> [What to do]:
Copy each line of the records below, from the first through the one that contains "background:#f2f2f2; color:#202124; height:100vh;", exactly as written.

> [Study material]:
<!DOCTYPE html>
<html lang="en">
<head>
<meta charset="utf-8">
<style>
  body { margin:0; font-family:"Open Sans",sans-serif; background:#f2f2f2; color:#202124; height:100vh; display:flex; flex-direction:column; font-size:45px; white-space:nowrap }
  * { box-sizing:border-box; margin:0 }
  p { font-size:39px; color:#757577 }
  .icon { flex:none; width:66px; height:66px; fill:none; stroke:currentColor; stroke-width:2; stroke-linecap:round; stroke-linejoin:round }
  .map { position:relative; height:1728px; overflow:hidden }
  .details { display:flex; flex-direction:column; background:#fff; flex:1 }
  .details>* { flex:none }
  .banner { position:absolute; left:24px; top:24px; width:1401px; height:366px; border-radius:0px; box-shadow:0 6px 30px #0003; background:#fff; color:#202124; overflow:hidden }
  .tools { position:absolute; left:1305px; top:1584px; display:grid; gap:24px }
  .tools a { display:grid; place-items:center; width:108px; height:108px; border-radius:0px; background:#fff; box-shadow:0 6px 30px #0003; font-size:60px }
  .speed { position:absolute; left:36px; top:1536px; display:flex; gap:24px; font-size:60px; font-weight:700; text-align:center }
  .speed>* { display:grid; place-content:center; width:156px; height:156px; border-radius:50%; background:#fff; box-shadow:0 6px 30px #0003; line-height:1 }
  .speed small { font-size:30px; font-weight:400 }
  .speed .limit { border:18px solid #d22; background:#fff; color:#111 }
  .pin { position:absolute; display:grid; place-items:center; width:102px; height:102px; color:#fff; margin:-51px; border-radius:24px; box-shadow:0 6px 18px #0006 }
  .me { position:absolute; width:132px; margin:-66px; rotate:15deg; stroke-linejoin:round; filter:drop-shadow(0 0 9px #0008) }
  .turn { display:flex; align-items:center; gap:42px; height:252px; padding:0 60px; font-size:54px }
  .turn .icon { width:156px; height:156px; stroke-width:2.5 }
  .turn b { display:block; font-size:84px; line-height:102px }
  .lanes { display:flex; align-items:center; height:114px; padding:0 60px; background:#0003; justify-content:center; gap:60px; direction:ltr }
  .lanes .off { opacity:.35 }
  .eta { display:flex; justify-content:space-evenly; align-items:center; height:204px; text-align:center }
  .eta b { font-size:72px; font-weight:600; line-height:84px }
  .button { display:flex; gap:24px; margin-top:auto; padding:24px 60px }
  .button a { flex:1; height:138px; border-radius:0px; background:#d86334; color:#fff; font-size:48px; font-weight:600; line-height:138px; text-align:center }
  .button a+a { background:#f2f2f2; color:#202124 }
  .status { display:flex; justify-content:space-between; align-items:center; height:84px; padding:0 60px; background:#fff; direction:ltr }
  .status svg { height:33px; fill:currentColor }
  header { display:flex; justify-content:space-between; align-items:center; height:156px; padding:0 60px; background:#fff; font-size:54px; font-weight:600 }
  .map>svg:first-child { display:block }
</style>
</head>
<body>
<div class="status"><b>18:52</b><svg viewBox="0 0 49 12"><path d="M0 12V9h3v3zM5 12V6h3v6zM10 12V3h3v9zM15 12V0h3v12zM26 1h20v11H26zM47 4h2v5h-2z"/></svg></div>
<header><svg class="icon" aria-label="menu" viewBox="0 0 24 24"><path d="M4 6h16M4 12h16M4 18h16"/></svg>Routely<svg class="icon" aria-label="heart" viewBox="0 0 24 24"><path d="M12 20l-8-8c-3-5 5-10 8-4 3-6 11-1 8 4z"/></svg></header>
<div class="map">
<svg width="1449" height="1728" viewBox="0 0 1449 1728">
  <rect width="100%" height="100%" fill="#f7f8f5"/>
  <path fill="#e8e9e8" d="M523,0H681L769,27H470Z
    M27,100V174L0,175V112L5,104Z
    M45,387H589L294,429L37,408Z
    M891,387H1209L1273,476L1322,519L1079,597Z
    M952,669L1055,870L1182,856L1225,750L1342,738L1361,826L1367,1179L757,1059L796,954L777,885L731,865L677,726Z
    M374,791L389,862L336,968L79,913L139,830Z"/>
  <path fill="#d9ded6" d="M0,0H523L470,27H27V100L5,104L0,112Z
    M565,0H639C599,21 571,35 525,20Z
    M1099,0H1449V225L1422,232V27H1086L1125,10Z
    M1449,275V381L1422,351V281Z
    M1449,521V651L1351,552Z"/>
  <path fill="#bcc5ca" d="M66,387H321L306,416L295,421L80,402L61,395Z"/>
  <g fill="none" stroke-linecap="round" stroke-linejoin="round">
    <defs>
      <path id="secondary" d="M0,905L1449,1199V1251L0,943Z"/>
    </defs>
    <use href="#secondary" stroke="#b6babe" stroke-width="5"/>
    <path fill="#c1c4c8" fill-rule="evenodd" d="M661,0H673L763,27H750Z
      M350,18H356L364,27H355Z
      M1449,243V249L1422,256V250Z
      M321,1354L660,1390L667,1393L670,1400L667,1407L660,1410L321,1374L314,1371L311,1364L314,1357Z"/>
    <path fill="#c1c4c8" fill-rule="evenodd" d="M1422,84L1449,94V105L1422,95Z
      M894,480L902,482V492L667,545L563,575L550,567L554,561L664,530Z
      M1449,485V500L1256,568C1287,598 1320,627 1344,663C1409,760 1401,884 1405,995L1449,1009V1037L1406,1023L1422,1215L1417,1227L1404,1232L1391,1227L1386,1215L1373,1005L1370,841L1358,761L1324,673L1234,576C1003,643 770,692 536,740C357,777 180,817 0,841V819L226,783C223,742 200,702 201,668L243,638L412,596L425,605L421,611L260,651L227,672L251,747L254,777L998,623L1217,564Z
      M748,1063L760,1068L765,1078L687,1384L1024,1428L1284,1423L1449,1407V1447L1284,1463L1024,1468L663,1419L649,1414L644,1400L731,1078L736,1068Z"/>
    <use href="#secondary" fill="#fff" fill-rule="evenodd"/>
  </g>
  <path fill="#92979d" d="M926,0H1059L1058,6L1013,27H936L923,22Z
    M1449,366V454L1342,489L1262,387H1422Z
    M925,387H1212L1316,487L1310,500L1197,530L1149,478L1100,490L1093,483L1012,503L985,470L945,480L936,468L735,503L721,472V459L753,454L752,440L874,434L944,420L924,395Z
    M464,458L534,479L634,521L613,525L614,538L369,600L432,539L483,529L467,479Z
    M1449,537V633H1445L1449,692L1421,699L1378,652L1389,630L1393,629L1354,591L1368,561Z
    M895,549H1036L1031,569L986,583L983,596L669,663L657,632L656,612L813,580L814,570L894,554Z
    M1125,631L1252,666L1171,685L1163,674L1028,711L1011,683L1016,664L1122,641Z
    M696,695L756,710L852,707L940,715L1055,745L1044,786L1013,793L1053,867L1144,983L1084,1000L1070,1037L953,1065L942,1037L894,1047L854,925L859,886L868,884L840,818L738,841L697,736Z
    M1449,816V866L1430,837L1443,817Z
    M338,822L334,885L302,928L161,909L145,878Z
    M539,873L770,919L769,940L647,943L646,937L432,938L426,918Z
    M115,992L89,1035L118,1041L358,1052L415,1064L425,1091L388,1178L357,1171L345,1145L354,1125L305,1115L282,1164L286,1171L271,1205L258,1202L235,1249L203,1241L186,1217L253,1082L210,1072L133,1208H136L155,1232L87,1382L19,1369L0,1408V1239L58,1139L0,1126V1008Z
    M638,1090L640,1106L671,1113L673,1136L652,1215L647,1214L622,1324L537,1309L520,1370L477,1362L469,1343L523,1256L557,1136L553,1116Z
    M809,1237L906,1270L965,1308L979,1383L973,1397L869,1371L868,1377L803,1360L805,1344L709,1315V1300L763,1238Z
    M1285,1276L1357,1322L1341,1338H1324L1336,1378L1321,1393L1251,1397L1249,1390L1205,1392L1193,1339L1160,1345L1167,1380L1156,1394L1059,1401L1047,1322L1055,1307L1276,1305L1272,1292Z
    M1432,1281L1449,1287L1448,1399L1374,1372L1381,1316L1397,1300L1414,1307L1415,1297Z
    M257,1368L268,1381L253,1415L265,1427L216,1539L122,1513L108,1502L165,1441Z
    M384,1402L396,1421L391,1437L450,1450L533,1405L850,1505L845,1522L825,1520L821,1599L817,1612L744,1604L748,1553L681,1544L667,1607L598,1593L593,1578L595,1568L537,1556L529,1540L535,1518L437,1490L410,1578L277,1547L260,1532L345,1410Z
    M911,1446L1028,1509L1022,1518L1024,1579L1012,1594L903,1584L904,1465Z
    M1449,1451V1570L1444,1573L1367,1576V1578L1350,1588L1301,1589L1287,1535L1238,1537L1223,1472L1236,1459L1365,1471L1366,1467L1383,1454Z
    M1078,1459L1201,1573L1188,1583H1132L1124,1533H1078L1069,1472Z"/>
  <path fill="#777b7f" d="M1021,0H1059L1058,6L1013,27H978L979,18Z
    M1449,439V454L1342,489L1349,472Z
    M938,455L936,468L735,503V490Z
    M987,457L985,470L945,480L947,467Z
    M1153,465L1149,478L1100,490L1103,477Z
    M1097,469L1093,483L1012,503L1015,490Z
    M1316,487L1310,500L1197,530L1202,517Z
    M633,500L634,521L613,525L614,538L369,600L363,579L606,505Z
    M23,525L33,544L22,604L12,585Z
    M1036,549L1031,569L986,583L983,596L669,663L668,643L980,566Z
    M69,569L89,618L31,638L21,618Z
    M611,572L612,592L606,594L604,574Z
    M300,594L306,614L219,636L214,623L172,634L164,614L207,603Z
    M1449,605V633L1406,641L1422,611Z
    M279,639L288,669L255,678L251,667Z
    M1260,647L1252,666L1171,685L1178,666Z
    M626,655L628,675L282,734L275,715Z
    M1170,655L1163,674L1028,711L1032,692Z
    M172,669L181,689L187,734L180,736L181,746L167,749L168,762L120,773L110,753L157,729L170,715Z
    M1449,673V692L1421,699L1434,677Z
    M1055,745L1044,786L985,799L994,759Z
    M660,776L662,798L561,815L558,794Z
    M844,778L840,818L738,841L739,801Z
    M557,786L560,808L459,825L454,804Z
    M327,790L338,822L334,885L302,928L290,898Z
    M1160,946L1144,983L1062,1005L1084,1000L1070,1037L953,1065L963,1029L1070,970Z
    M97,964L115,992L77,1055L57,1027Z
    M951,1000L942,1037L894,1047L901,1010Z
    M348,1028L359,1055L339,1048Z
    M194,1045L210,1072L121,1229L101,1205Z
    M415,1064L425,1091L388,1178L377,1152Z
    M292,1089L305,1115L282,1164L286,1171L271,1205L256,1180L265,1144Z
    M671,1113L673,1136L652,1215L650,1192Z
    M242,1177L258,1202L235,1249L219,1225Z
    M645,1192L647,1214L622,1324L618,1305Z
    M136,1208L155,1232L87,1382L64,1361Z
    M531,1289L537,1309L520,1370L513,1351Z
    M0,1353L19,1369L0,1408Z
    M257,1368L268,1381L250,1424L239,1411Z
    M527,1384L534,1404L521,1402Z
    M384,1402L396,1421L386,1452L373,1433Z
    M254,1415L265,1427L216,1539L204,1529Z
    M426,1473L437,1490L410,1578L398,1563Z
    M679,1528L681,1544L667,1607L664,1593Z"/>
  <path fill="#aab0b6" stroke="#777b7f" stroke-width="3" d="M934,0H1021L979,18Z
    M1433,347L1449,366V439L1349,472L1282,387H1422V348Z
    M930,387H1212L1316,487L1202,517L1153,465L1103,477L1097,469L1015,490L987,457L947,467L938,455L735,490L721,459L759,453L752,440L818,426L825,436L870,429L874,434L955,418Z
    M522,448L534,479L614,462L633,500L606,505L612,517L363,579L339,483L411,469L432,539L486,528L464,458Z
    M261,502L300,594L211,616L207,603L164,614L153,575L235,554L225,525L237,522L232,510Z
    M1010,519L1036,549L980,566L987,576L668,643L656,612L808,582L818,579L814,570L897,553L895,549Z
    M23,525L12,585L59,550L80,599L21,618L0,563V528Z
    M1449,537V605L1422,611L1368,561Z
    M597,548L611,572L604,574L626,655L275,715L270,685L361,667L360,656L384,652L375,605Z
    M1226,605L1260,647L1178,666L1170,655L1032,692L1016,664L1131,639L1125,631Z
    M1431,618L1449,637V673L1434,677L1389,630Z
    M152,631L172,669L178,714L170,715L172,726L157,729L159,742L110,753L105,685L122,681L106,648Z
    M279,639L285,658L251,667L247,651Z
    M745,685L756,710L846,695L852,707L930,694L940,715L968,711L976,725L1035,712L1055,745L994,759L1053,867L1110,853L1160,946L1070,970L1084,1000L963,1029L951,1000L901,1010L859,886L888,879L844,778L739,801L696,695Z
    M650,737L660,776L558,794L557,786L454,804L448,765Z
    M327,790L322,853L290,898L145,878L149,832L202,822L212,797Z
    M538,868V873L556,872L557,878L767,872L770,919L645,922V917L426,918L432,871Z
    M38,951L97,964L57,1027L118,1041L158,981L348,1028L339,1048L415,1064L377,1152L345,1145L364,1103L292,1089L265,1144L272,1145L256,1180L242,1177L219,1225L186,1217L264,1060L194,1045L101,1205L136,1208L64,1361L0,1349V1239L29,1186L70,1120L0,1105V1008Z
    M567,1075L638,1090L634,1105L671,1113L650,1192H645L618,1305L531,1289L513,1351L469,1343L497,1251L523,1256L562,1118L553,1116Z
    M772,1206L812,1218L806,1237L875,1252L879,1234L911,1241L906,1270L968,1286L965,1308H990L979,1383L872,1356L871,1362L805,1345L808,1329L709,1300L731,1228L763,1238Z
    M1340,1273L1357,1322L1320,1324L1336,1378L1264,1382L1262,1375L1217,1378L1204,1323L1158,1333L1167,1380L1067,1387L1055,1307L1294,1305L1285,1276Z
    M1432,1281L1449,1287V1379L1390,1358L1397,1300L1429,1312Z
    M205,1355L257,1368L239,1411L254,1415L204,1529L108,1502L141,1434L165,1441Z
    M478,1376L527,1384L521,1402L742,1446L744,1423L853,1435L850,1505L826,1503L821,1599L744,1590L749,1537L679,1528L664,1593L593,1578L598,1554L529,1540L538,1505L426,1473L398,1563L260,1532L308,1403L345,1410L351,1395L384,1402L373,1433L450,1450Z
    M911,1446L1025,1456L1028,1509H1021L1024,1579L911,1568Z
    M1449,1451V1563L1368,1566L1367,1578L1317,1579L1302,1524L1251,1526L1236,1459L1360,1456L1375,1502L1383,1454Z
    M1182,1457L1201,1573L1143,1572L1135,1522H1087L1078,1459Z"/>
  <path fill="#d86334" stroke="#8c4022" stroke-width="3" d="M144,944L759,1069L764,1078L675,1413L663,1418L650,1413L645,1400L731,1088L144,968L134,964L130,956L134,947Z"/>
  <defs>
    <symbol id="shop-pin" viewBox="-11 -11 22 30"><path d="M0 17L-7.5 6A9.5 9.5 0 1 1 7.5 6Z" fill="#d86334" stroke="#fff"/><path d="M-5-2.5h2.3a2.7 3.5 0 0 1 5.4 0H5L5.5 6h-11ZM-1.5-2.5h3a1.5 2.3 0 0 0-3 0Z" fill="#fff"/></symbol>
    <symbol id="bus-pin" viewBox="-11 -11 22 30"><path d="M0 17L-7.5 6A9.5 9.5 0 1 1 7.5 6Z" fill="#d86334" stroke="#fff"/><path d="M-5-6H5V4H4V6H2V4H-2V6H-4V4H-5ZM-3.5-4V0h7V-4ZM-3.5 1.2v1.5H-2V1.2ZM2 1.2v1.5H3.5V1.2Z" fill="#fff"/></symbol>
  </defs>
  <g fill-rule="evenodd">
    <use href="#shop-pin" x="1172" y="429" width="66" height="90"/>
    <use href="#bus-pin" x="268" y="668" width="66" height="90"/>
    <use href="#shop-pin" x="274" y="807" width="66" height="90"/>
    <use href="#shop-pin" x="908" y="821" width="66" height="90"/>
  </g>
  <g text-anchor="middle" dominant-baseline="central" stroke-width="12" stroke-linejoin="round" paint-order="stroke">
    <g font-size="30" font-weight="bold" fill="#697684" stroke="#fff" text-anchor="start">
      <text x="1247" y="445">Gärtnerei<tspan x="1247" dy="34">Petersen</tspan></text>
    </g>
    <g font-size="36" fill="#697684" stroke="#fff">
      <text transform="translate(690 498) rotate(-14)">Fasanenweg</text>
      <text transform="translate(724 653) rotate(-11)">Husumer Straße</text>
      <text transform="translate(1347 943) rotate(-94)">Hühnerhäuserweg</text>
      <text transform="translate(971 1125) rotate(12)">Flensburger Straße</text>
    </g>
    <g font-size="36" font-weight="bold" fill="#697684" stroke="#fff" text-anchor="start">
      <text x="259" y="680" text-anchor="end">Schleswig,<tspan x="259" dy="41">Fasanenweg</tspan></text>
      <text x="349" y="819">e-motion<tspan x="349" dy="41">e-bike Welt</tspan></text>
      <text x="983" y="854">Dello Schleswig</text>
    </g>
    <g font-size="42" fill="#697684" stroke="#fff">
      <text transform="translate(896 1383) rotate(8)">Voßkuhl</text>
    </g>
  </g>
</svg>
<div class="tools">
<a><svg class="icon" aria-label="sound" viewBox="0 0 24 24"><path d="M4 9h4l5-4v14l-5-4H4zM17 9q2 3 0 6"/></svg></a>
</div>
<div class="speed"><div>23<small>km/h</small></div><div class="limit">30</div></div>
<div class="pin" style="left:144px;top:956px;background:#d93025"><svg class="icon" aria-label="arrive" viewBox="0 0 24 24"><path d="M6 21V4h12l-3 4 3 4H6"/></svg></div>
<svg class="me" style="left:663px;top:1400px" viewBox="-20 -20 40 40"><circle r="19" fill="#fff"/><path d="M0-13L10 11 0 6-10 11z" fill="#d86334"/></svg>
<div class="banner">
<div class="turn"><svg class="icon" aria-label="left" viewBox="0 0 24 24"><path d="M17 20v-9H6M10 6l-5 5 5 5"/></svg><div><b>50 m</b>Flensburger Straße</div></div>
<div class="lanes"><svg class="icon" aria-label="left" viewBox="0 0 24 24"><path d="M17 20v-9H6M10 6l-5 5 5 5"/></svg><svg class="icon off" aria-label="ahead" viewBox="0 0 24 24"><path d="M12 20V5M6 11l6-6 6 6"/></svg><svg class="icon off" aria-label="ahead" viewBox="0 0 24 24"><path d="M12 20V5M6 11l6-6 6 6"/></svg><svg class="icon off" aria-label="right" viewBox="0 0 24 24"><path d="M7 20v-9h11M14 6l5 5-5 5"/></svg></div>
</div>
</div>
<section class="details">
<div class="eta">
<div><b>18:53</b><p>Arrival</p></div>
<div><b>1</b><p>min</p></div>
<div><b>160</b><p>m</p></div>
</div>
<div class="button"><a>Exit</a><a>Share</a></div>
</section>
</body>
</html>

> [Result of this exercise]:
<!DOCTYPE html>
<html lang="en">
<head>
<meta charset="utf-8">
<style>
  body { margin:0; font-family:"Open Sans",sans-serif; background:#f2f2f2; color:#202124; height:100vh; display:flex; flex-direction:column; font-size:45px; white-space:nowrap }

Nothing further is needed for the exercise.